The task: Find every line in the records below that holds the word "lane" and copy it.

Information given:
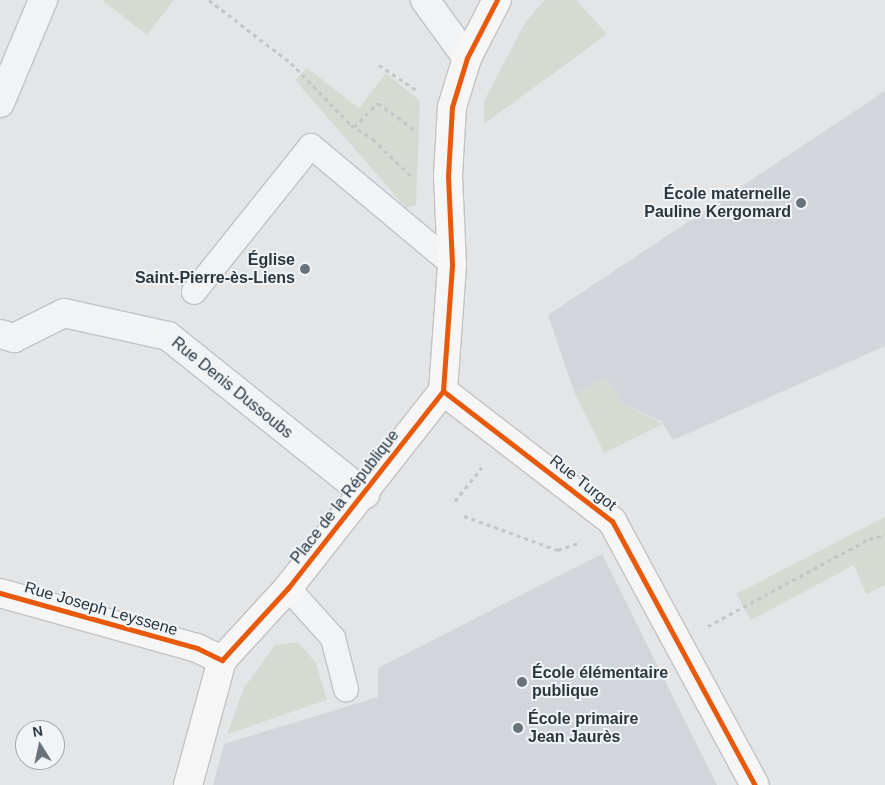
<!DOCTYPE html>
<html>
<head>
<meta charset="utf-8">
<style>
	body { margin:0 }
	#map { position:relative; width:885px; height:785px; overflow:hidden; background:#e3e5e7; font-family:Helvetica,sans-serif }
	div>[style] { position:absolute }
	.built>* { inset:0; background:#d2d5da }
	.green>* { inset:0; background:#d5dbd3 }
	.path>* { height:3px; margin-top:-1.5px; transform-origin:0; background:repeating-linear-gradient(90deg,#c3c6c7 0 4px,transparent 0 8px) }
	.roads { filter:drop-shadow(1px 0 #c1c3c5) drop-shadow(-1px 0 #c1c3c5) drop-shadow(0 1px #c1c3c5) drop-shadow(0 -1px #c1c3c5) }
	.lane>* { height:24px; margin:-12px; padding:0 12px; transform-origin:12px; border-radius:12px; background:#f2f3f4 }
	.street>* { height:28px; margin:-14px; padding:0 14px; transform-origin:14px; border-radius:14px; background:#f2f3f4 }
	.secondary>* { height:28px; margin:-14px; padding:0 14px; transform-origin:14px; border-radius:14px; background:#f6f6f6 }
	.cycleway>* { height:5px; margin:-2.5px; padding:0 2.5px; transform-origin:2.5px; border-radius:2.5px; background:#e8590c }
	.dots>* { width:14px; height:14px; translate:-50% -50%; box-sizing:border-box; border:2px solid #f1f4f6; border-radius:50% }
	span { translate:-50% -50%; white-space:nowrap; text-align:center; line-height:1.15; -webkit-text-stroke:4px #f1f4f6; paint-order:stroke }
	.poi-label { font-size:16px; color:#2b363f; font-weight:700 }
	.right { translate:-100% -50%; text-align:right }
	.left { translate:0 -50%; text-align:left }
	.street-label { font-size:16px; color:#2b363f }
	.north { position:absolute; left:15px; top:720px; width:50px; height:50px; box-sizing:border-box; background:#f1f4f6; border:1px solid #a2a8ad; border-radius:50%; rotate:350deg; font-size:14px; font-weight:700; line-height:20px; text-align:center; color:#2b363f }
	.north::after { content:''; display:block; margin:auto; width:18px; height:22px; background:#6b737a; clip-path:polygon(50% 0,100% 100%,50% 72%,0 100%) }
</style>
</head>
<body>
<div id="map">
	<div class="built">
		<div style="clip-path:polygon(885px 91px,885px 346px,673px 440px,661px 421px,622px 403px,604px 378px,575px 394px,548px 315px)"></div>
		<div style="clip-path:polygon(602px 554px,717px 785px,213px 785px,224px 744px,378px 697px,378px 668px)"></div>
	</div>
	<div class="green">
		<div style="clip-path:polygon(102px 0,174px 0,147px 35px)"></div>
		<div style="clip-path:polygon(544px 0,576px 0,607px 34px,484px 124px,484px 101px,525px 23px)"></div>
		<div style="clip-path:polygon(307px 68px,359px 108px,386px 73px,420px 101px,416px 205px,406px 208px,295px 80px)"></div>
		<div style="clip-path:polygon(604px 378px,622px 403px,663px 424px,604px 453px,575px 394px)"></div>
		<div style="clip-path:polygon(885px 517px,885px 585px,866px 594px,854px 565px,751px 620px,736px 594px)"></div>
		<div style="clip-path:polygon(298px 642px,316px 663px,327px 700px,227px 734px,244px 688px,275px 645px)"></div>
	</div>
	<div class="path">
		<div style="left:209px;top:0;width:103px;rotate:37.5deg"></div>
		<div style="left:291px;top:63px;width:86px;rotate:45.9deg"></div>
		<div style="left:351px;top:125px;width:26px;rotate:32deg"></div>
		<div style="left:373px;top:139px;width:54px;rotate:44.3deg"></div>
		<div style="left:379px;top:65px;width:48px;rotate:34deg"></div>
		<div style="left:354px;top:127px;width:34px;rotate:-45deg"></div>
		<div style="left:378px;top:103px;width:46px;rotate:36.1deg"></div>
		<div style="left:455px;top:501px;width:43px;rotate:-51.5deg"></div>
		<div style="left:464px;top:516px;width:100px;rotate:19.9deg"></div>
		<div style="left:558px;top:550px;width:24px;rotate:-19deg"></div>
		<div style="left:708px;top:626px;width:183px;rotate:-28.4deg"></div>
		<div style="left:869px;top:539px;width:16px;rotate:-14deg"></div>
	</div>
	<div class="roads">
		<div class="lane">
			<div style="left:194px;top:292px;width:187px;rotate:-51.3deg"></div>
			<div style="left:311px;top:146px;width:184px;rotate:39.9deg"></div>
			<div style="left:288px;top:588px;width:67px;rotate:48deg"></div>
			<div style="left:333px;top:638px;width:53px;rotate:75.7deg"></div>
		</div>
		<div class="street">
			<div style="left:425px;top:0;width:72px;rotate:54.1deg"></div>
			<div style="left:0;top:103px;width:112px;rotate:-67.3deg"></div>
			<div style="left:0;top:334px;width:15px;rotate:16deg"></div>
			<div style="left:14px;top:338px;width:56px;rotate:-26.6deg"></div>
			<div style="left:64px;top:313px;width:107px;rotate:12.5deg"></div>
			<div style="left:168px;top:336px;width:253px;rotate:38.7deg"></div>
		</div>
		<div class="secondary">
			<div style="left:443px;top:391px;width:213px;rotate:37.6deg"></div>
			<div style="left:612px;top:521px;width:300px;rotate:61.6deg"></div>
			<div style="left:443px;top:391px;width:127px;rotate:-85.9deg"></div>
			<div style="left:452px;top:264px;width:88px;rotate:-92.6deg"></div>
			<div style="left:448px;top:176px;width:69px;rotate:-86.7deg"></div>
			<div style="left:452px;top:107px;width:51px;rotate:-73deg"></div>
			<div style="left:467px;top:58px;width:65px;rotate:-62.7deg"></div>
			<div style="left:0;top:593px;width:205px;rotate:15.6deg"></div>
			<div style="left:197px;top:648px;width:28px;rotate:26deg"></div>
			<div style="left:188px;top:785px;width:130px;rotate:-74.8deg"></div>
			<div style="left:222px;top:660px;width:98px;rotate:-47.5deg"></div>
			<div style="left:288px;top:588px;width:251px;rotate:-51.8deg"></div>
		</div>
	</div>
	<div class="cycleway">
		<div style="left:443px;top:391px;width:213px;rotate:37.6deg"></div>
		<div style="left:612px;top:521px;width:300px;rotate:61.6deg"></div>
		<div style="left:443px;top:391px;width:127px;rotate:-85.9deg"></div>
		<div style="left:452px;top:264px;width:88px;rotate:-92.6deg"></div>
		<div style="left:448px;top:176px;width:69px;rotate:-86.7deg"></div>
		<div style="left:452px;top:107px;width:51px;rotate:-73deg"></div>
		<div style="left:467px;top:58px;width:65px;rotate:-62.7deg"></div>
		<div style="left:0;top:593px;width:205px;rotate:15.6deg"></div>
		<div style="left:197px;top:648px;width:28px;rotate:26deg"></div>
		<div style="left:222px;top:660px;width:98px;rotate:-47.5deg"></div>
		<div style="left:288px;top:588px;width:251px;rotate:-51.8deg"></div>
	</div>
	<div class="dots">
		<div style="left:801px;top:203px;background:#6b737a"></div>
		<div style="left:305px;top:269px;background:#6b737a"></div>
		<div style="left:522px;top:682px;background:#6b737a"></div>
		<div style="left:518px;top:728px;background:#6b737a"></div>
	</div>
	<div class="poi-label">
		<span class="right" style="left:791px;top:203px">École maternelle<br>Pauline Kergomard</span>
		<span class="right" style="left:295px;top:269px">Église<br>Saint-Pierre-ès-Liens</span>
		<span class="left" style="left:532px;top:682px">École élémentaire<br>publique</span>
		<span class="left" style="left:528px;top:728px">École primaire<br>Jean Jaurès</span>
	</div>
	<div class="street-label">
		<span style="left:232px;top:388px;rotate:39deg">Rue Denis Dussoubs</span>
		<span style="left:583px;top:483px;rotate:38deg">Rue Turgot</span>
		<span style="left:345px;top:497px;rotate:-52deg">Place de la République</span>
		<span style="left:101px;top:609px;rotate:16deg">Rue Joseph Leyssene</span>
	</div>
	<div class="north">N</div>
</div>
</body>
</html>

Your response:
	.lane>* { height:24px; margin:-12px; padding:0 12px; transform-origin:12px; border-radius:12px; background:#f2f3f4 }
		<div class="lane">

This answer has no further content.